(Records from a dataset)
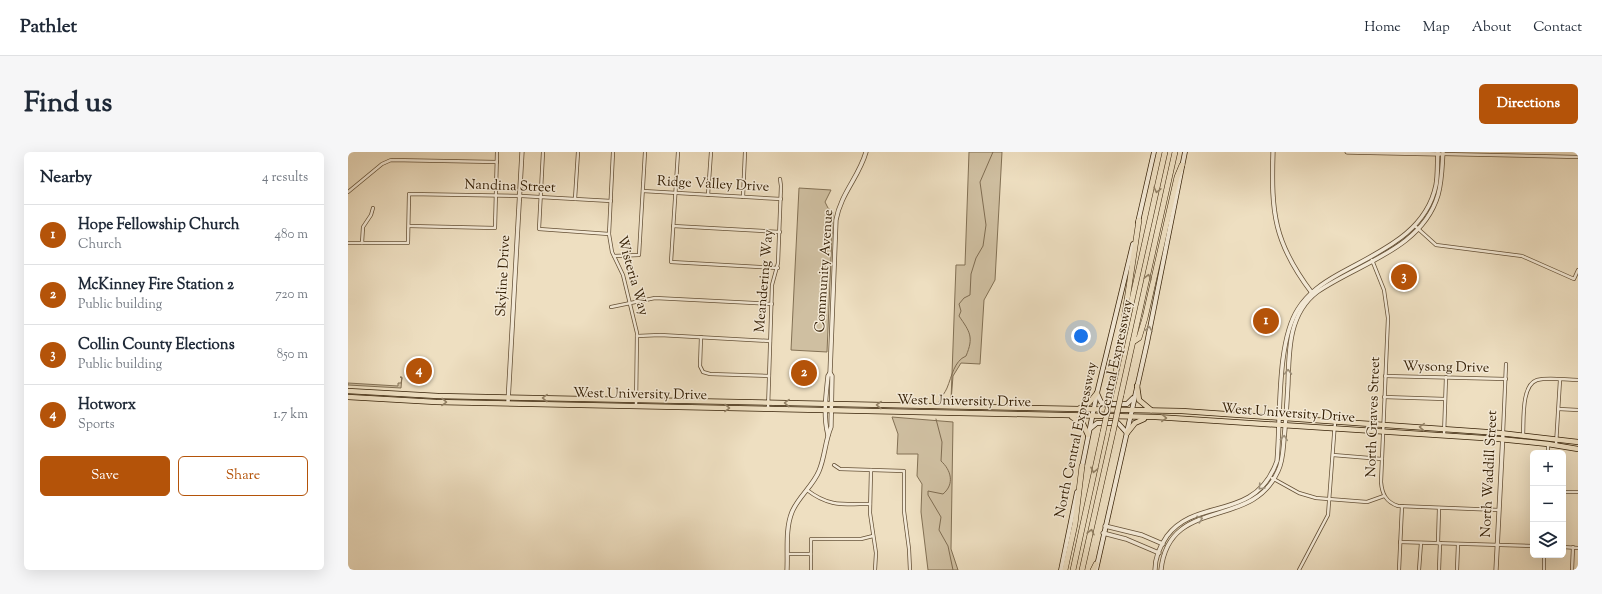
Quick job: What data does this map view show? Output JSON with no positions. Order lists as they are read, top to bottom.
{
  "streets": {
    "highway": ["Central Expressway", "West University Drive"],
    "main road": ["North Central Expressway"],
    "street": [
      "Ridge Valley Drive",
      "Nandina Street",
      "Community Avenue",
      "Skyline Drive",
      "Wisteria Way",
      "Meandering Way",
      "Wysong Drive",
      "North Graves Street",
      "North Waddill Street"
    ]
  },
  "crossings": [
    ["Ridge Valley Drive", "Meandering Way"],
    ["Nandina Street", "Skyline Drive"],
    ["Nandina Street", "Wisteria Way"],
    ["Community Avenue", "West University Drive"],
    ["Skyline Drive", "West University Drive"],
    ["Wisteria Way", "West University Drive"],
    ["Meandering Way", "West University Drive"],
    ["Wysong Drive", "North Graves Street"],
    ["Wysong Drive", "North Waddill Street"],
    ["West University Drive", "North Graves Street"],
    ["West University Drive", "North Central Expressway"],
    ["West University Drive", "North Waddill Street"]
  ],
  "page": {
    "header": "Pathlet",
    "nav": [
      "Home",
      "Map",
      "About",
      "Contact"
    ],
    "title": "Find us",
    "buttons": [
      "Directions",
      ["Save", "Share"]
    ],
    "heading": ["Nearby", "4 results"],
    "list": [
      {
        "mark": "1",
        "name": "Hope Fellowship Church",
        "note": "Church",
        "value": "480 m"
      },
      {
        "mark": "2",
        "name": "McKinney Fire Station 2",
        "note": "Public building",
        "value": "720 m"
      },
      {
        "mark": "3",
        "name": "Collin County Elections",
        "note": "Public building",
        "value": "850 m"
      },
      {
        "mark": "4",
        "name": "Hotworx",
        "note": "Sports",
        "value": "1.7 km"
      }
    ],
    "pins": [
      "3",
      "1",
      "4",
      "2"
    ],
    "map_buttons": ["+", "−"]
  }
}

» **WORK REQUIRED**:
Without copying the pictures, transcribe the entries exactly.

» **EXPECTED ANSWER**:
Quick job: What data does this map view show? Output JSON with no positions. Order lists as they are read, top to bottom.
{
  "streets": {
    "highway": ["Central Expressway", "West University Drive"],
    "main road": ["North Central Expressway"],
    "street": [
      "Ridge Valley Drive",
      "Nandina Street",
      "Community Avenue",
      "Skyline Drive",
      "Wisteria Way",
      "Meandering Way",
      "Wysong Drive",
      "North Graves Street",
      "North Waddill Street"
    ]
  },
  "crossings": [
    ["Ridge Valley Drive", "Meandering Way"],
    ["Nandina Street", "Skyline Drive"],
    ["Nandina Street", "Wisteria Way"],
    ["Community Avenue", "West University Drive"],
    ["Skyline Drive", "West University Drive"],
    ["Wisteria Way", "West University Drive"],
    ["Meandering Way", "West University Drive"],
    ["Wysong Drive", "North Graves Street"],
    ["Wysong Drive", "North Waddill Street"],
    ["West University Drive", "North Graves Street"],
    ["West University Drive", "North Central Expressway"],
    ["West University Drive", "North Waddill Street"]
  ],
  "page": {
    "header": "Pathlet",
    "nav": [
      "Home",
      "Map",
      "About",
      "Contact"
    ],
    "title": "Find us",
    "buttons": [
      "Directions",
      ["Save", "Share"]
    ],
    "heading": ["Nearby", "4 results"],
    "list": [
      {
        "mark": "1",
        "name": "Hope Fellowship Church",
        "note": "Church",
        "value": "480 m"
      },
      {
        "mark": "2",
        "name": "McKinney Fire Station 2",
        "note": "Public building",
        "value": "720 m"
      },
      {
        "mark": "3",
        "name": "Collin County Elections",
        "note": "Public building",
        "value": "850 m"
      },
      {
        "mark": "4",
        "name": "Hotworx",
        "note": "Sports",
        "value": "1.7 km"
      }
    ],
    "pins": [
      "3",
      "1",
      "4",
      "2"
    ],
    "map_buttons": ["+", "−"]
  }
}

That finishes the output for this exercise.